▶ INPUT MATERIAL

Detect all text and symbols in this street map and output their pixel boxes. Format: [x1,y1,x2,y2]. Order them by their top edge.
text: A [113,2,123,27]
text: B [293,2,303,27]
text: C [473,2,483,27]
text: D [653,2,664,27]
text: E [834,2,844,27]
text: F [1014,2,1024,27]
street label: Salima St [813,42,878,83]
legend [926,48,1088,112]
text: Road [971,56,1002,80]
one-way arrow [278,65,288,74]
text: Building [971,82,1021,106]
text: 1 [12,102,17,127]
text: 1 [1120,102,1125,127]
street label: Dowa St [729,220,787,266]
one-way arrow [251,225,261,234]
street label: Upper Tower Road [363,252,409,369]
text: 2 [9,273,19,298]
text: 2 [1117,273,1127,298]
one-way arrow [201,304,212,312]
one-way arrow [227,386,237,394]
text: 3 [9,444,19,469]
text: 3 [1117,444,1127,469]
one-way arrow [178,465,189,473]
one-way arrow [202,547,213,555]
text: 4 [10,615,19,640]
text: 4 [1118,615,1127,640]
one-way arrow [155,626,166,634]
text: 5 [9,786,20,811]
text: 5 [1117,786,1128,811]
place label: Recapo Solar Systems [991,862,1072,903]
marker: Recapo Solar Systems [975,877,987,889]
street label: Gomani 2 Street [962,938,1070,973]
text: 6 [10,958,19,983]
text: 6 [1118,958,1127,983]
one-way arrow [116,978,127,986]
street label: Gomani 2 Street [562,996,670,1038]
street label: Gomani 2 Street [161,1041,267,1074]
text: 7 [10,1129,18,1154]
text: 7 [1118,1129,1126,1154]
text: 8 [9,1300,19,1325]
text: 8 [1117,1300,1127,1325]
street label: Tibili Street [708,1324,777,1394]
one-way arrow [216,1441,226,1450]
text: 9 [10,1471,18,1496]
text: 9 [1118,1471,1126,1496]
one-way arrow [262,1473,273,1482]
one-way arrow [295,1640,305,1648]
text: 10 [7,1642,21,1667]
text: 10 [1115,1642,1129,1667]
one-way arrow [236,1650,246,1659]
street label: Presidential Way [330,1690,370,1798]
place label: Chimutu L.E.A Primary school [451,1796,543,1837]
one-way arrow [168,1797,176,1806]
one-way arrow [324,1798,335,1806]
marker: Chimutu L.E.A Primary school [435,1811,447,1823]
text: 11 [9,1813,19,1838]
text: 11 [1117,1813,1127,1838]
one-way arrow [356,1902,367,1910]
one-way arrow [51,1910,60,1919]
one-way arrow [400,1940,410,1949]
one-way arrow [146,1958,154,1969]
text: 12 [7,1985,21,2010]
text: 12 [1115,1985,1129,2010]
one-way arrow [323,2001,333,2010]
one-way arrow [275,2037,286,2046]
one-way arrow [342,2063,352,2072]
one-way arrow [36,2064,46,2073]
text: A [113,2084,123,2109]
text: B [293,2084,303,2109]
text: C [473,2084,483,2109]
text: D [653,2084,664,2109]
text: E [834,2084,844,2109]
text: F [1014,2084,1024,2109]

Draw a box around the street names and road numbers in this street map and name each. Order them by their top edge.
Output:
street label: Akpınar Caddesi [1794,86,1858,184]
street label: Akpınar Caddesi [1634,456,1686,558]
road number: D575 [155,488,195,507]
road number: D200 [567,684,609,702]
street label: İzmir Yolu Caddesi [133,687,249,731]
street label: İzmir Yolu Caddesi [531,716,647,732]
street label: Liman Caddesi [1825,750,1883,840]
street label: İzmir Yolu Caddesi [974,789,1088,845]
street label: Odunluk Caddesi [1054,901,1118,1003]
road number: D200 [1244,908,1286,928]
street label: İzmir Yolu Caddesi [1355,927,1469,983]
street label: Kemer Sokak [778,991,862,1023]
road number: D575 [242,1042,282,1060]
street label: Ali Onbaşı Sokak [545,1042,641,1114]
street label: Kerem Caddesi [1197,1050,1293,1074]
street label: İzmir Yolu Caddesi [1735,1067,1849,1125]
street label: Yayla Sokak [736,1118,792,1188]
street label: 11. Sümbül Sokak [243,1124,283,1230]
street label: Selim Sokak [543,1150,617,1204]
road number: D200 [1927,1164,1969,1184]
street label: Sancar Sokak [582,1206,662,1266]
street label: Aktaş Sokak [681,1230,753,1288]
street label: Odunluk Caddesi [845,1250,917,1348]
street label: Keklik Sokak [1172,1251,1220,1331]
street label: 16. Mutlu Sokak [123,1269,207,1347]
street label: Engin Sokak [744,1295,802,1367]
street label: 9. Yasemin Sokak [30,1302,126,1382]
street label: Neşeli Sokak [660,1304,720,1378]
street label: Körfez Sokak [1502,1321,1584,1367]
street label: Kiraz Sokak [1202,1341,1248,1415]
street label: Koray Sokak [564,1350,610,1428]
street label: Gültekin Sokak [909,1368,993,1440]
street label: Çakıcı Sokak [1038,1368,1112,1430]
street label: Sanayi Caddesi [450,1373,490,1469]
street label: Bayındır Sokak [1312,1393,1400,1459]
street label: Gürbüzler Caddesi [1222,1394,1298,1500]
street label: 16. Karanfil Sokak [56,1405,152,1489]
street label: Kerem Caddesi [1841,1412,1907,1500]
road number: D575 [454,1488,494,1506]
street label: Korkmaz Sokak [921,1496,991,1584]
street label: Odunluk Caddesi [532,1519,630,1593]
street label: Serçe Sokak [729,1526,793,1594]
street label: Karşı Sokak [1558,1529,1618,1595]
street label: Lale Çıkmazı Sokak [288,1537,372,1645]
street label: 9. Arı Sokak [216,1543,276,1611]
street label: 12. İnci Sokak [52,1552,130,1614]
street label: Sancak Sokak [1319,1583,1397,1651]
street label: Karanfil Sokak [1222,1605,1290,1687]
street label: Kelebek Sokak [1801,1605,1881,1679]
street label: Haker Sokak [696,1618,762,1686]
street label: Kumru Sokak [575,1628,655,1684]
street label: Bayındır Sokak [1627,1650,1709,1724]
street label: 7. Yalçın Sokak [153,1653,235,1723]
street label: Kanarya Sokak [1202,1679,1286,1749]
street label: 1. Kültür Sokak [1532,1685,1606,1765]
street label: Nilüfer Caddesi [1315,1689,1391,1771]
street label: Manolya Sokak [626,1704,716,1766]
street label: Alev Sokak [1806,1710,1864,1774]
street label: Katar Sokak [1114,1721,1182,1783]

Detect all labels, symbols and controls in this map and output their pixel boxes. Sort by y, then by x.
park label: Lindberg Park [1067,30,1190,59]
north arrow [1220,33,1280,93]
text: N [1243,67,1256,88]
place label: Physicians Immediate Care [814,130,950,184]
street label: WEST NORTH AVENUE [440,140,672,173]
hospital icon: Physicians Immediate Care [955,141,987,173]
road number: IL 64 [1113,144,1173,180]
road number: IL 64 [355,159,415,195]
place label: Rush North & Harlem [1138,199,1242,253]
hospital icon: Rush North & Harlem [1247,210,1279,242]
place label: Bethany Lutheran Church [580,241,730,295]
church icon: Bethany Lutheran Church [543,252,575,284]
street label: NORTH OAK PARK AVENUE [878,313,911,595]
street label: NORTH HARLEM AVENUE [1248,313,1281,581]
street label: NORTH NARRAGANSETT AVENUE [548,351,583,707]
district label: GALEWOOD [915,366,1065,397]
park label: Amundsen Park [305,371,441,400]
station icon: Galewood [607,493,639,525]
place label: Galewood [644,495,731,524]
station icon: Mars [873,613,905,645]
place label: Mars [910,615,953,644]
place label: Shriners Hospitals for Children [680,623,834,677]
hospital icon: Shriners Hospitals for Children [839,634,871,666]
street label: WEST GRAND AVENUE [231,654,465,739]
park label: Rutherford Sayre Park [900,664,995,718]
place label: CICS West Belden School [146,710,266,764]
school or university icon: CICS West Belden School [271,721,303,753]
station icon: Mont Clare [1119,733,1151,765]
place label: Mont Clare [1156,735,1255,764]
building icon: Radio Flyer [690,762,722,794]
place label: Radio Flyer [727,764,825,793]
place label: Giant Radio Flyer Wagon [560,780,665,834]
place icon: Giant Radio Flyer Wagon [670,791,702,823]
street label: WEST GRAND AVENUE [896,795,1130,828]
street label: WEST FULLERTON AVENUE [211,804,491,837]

▶ ACTIVITY
In the data above, find each line that uses the string "them". Copy it.

▶ EXERCISE SOLUTION
Detect all text and symbols in this street map and output their pixel boxes. Format: [x1,y1,x2,y2]. Order them by their top edge.
Draw a box around the street names and road numbers in this street map and name each. Order them by their top edge.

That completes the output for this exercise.